Annemarie doveva vivere e doveva vendicarsi di chi l'aveva ridotta in quelle condizioni
e poi abbandonata in un bosco a morire. Dimitri l'aveva usata e poi aveva tentato di
ucciderla per scappare con un'altra. Questa era l'idea distorta che tutti si erano creati del garzone. Quando il colonnello le aveva raccontato di essersi lasciato scappare quel
maledetto e la sua puttana la rabbia l'aveva accecata. L'idea malsana che aveva
riportato alla luce quel racconto tornò a farle visita una seconda volta.
Ripensando a quel momento,
un'idea insana le balenò nella mente e, seppur in conflitto con se stessa, si disse ben presto che nulla avrebbe potuto impedirle di vendicare il nome di sua figlia. Si trattava della sua vita.
Sapeva a chi rivolgersi: lo stesso uomo a cui il suo amante doveva tutto il suo potere.
Le serviva solo un foglio e un calamaio.
“Lui” arrivò all'orario stabilito la notte seguente. Aveva una linea slanciata e i
lineamenti spigolosi, i suoi occhi erano penetranti e tremendi. Scrutavano tutto: dalle
scale nel salone ai visi nelle foto. Indossava un lungo cappotto semplice, con due
tasche laterali e di colore nero, ormai fradicio per la pioggia. Una volta lì, guardò la
donna dinanzi a sé con aria remissiva.
«Dov'è la mia paziente, signorina?»
Disse senza mostrare alcun accenno di sentimento.
«Venite, vi accompagno nella sua stanza!»

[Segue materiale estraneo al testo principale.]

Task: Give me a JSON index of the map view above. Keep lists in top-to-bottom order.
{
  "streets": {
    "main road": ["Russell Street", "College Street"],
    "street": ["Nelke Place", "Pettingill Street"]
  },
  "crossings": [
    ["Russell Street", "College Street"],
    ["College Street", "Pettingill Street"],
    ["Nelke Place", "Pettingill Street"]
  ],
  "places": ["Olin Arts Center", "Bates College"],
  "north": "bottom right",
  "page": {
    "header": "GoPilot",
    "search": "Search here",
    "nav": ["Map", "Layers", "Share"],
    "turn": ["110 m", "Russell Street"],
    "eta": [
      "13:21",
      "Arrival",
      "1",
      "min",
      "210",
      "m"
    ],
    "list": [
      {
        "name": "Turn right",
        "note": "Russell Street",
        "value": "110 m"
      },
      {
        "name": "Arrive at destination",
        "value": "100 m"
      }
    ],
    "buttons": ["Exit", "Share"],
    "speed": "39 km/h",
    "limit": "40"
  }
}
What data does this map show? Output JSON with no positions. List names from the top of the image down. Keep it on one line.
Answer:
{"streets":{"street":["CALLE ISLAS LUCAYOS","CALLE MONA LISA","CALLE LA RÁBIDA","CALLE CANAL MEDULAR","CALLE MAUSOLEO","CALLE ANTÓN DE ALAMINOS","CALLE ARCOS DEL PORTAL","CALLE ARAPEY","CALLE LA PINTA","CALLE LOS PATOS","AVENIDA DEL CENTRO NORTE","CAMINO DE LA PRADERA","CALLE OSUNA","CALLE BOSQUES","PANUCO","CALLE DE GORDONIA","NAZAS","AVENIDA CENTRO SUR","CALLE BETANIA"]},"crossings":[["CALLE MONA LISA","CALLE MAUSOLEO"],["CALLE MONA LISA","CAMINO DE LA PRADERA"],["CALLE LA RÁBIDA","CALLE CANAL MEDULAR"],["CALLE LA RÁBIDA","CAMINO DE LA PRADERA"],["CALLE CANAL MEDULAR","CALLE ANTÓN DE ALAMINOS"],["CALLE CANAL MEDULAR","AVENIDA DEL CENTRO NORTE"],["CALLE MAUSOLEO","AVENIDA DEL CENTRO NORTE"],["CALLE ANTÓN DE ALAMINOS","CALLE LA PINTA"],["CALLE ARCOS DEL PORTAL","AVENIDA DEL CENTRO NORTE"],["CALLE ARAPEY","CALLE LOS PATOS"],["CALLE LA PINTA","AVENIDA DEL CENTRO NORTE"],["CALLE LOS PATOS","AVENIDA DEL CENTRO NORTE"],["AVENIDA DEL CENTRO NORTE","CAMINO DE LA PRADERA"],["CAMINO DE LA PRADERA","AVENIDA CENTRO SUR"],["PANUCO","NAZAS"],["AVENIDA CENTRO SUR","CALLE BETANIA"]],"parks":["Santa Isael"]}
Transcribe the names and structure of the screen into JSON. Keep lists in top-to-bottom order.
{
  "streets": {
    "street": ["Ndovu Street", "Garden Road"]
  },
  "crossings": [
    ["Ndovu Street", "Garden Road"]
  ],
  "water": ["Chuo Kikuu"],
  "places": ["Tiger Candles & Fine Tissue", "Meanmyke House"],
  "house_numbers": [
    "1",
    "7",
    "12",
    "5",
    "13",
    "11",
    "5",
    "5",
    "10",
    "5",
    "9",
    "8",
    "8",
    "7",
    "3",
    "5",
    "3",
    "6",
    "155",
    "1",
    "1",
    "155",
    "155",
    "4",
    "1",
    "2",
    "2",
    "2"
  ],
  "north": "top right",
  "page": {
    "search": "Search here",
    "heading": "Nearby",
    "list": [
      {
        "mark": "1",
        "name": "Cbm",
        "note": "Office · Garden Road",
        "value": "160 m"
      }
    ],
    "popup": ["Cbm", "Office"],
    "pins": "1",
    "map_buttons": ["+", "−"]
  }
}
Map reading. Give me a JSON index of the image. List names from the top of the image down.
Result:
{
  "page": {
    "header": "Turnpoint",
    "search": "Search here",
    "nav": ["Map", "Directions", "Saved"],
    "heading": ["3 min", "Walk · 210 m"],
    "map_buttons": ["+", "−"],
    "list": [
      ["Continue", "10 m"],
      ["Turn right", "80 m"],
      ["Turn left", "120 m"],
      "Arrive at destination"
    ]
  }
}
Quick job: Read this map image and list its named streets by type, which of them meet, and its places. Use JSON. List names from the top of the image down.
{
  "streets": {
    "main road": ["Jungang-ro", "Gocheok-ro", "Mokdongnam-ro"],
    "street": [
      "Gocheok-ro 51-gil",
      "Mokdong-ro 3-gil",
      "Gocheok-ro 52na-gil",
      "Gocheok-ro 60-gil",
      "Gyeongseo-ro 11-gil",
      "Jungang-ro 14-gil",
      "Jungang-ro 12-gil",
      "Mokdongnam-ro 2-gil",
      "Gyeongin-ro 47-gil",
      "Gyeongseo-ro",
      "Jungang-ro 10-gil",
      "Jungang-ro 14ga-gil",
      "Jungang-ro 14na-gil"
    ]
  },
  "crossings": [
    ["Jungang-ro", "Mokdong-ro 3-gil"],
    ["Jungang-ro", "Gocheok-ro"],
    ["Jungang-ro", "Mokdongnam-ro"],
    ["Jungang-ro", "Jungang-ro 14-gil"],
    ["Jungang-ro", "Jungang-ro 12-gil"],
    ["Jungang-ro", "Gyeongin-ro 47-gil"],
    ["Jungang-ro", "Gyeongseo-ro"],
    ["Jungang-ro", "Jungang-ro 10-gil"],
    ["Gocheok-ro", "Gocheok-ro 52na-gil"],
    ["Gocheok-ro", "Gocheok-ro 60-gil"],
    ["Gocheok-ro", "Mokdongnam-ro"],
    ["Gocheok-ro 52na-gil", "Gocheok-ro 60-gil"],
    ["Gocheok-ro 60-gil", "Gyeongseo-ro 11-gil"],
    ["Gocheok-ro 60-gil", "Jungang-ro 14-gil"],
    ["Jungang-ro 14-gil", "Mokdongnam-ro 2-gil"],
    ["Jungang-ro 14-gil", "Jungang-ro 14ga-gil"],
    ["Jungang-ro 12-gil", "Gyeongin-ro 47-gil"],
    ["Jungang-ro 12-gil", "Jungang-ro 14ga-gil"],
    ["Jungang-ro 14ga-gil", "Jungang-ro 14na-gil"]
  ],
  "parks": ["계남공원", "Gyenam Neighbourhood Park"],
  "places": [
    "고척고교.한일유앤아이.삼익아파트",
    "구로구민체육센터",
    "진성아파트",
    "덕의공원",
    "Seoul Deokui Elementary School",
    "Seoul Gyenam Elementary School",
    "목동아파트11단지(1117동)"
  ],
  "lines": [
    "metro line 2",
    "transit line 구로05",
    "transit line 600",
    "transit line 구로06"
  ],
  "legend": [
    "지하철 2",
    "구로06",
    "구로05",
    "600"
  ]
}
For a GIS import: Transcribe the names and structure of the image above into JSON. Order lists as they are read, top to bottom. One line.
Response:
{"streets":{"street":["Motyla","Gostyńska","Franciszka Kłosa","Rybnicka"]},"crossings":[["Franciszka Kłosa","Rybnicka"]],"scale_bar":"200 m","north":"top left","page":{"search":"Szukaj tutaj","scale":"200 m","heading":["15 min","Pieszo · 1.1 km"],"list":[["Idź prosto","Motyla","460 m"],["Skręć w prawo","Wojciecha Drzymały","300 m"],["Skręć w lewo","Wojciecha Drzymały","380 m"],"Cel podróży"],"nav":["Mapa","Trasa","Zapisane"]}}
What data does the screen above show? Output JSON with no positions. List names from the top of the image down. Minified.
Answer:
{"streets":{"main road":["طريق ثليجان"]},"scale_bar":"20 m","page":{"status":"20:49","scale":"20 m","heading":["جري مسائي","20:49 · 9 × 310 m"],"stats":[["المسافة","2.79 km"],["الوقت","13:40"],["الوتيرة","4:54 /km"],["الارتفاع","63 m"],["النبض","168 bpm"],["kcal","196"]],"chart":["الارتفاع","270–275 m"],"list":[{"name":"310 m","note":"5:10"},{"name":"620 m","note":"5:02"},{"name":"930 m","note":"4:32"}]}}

«Dopo questa notte la ragazza sarà piena di forze e, vi assicuro, starà meglio di quanto
non lo sia mai stata!»
Accennò un sorriso enigmatico che fece rabbrividire la donna. Aveva una voce bassa e
calda, in quel suono inquietante che riecheggiò nel buio delle aree che iniziarono ad
attraversare.
Lilienne era inquieta e il suo corpo era cosparso di brividi. La figura che camminava dietro di lei la spaventava tanto da sobbalzare ad ogni rumore che udiva. I modi eleganti non bastavano a renderlo rassicurante o affascinante, al contrario, dava l'impressione di essere un serpente viscido e sinuoso. Ogni passo rimbombava tra le pareti del luogo e, nell'oscurità della notte, quello stesso rumore le ricordò le terribili
storie di demoni di cui tanto aveva timore.
La cameriera non proferì alcuna parola, limitandosi a guidarlo per i vari corridoi pieni
di quadri e ricche vetrine fin quando, giunti a destinazione, si fermarono dinanzi una
porta.
«Ho la vostra parola: si riprenderà?»
«Ve lo prometto e, in caso di fallimento, sarete libera di denunciarmi alle autorità per i
miei "metodi" di lavoro.»
Pronunciò solennemente tali parole. L'uso dell'alchimia era stato infatti abolito da
alcuni anni e tutti i praticati di essa furono costretti a fare giuramento. In più, le
chimere che abitavano nei meandri delle città e dei paesi, furono subito sterminate.
«È un patto?»
Domandò ancora Lilienne, tradendo la sua insicurezza nel tono di voce.
«Sì, signorina!»
L'uomo allungò la mano per stipulare l'accordo, scrutando attentamente la reazione
della serva.
Allungando leggermente la mano, Lilienne la ritirò il secondo successivo. L'uomo che
aveva davanti non le ispirava alcuna fiducia, seppur fosse l'unica speranza rimastale.
Il dottor Rousseau era la sua luce in fondo al tunnel. E così, preso atto della cosa, allungò la mano senza ritirarla, si appoggiò alla porta dietro di lei e, dopo un profondo respiro, l'aprì.